Proc Natl Acad Sci U S A. 2024 Mar 19;121(12):e2312252121. doi: 10.1073/pnas.2312252121. Epub 2024 Mar 11.
The social system of animals involves a complex interplay between physiology, natural history, and the environment. Long relied upon discrete categorizations of "social" and "solitary" inhibit our capacity to understand species and their interactions with the world around them. Here, we use a globally distributed camera trapping dataset to test the drivers of aggregating into groups in a species complex (martens and relatives, family , Order ) assumed to be obligately solitary. We use a simple quantification, the probability of being detected in a group, that was applied across our globally derived camera trap dataset.
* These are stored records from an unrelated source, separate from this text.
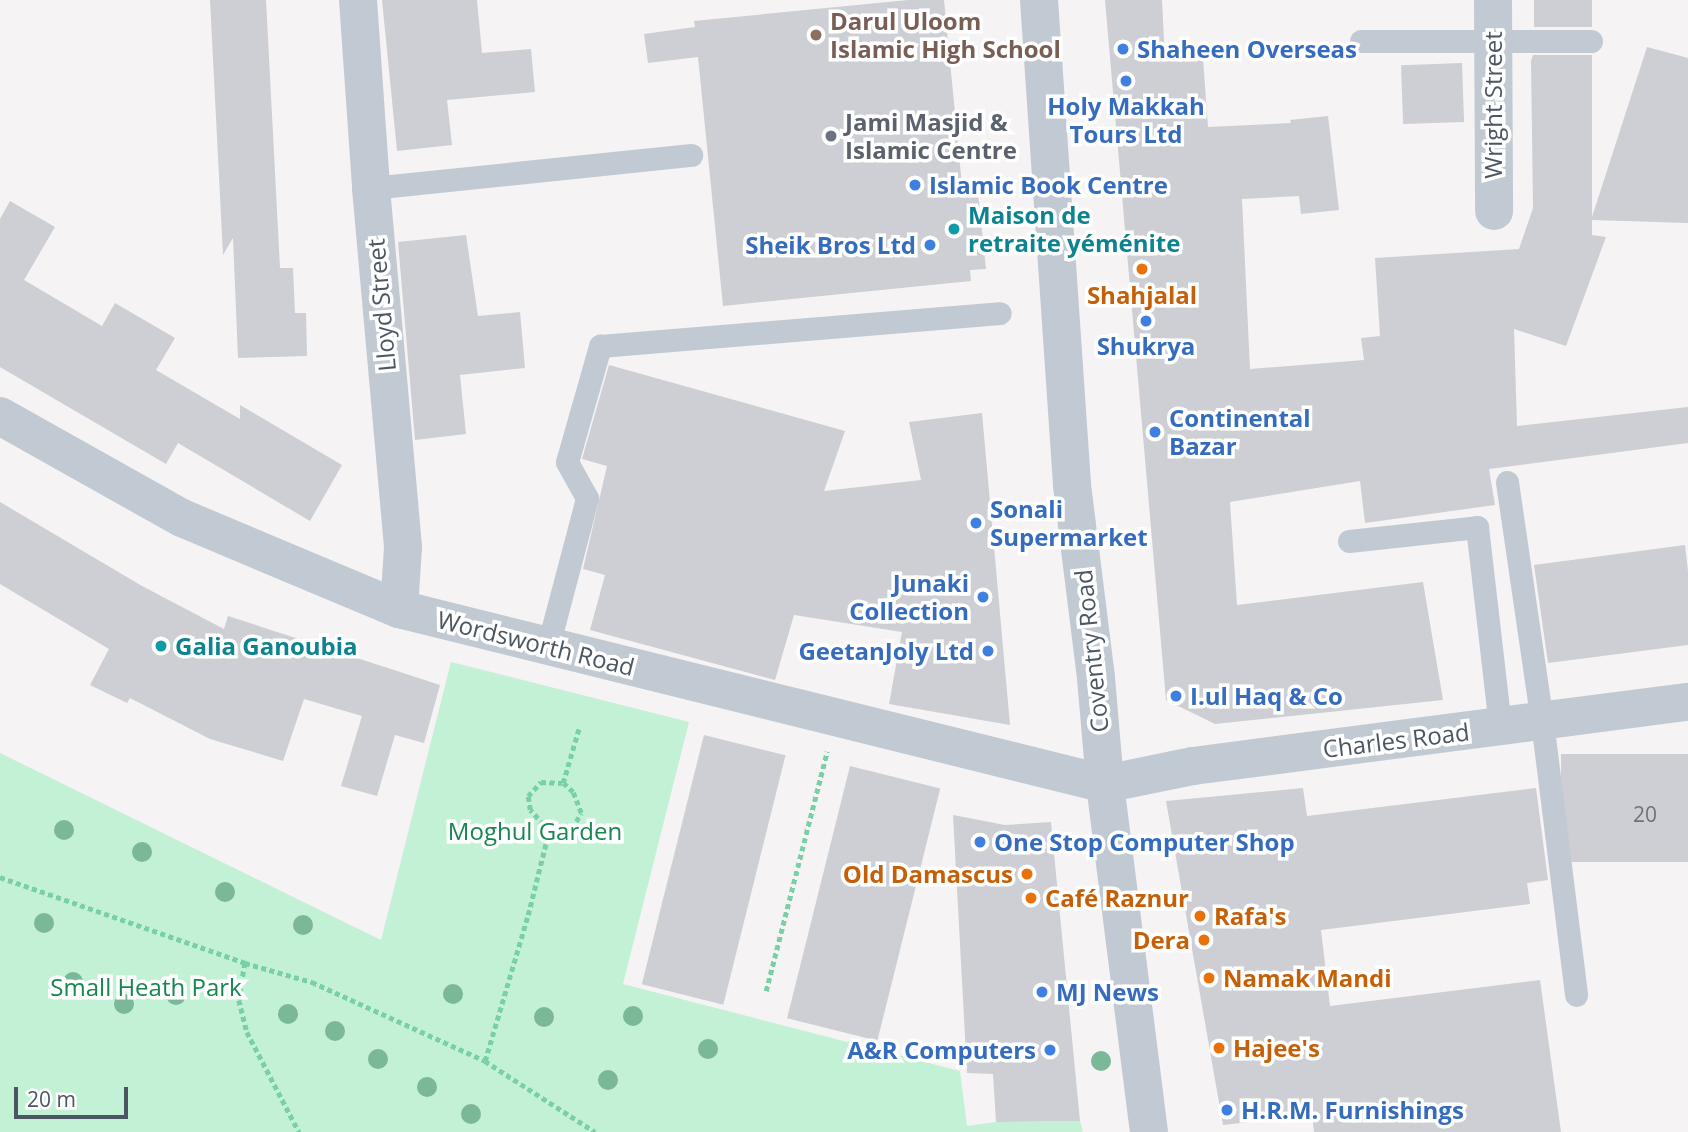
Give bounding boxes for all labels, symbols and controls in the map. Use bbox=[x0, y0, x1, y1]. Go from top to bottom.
place label: Darul Uloom Islamic High School bbox=[830, 7, 1061, 63]
marker: Darul Uloom Islamic High School bbox=[808, 27, 824, 43]
street label: Wright Street bbox=[1479, 31, 1507, 179]
place label: Shaheen Overseas bbox=[1137, 35, 1357, 63]
marker: Shaheen Overseas bbox=[1115, 41, 1131, 57]
marker: Holy Makkah Tours Ltd bbox=[1118, 73, 1134, 89]
place label: Holy Makkah Tours Ltd bbox=[1047, 92, 1205, 148]
place label: Jami Masjid & Islamic Centre bbox=[845, 108, 1017, 164]
marker: Jami Masjid & Islamic Centre bbox=[823, 128, 839, 144]
place label: Islamic Book Centre bbox=[929, 171, 1168, 199]
marker: Islamic Book Centre bbox=[907, 177, 923, 193]
place label: Maison de retraite yéménite bbox=[968, 201, 1180, 257]
marker: Maison de retraite yéménite bbox=[946, 221, 962, 237]
place label: Sheik Bros Ltd bbox=[745, 231, 916, 259]
street label: Lloyd Street bbox=[361, 237, 401, 373]
marker: Sheik Bros Ltd bbox=[922, 237, 938, 253]
marker: Shahjalal bbox=[1134, 261, 1150, 277]
place label: Shahjalal bbox=[1087, 281, 1197, 309]
marker: Shukrya bbox=[1138, 313, 1154, 329]
place label: Shukrya bbox=[1097, 332, 1195, 360]
place label: Continental Bazar bbox=[1169, 404, 1311, 460]
marker: Continental Bazar bbox=[1147, 424, 1163, 440]
place label: Sonali Supermarket bbox=[990, 495, 1148, 551]
marker: Sonali Supermarket bbox=[968, 515, 984, 531]
street label: Coventry Road bbox=[1068, 568, 1114, 734]
place label: Junaki Collection bbox=[849, 569, 969, 625]
marker: Junaki Collection bbox=[975, 589, 991, 605]
street label: Wordsworth Road bbox=[434, 605, 638, 681]
place label: Galia Ganoubia bbox=[175, 632, 358, 660]
place label: GeetanJoly Ltd bbox=[798, 637, 974, 665]
marker: Galia Ganoubia bbox=[153, 638, 169, 654]
marker: GeetanJoly Ltd bbox=[980, 643, 996, 659]
place label: I.ul Haq & Co bbox=[1190, 682, 1343, 710]
marker: I.ul Haq & Co bbox=[1168, 688, 1184, 704]
street label: Charles Road bbox=[1321, 717, 1471, 763]
house number: 20 bbox=[1633, 801, 1657, 827]
park label: Moghul Garden bbox=[448, 817, 622, 845]
place label: One Stop Computer Shop bbox=[994, 828, 1295, 856]
marker: One Stop Computer Shop bbox=[972, 834, 988, 850]
place label: Old Damascus bbox=[843, 860, 1013, 888]
marker: Old Damascus bbox=[1019, 866, 1035, 882]
place label: Café Raznur bbox=[1045, 884, 1189, 912]
marker: Café Raznur bbox=[1023, 890, 1039, 906]
place label: Rafa's bbox=[1214, 902, 1286, 930]
marker: Rafa's bbox=[1192, 908, 1208, 924]
place label: Dera bbox=[1133, 926, 1190, 954]
marker: Dera bbox=[1196, 932, 1212, 948]
place label: Namak Mandi bbox=[1223, 964, 1392, 992]
marker: Namak Mandi bbox=[1201, 970, 1217, 986]
park label: Small Heath Park bbox=[50, 973, 242, 1001]
place label: MJ News bbox=[1056, 978, 1159, 1006]
marker: MJ News bbox=[1034, 984, 1050, 1000]
place label: Hajee's bbox=[1233, 1034, 1320, 1062]
place label: A&R Computers bbox=[847, 1036, 1036, 1064]
marker: Hajee's bbox=[1211, 1040, 1227, 1056]
marker: A&R Computers bbox=[1042, 1042, 1058, 1058]
scale bar bbox=[18, 1072, 131, 1116]
text: 20 m bbox=[27, 1085, 76, 1113]
place label: H.R.M. Furnishings bbox=[1241, 1096, 1464, 1124]
marker: H.R.M. Furnishings bbox=[1219, 1102, 1235, 1118]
Using a series of binomial generalized mixed-effects models applied to a dataset of 16,483 independent detections across 17 countries on four continents we test explicit hypotheses about potential drivers of group formation. We observe a wide range of probabilities of being detected in groups within the solitary model system, with the probability of aggregating in groups varying by more than an order of magnitude. We demonstrate that a species' context-dependent proclivity toward aggregating in groups is underpinned by a range of resource-related factors, primarily the distribution of resources, with increasing patchiness of resources facilitating group formation, as well as interactions between environmental conditions (resource constancy/winter severity) and physiology (energy storage capabilities). The wide variation in propensities to aggregate with conspecifics observed here highlights how continued failure to recognize complexities in the social behaviors of apparently solitary species limits our understanding not only of the individual species but also the causes and consequences of group formation.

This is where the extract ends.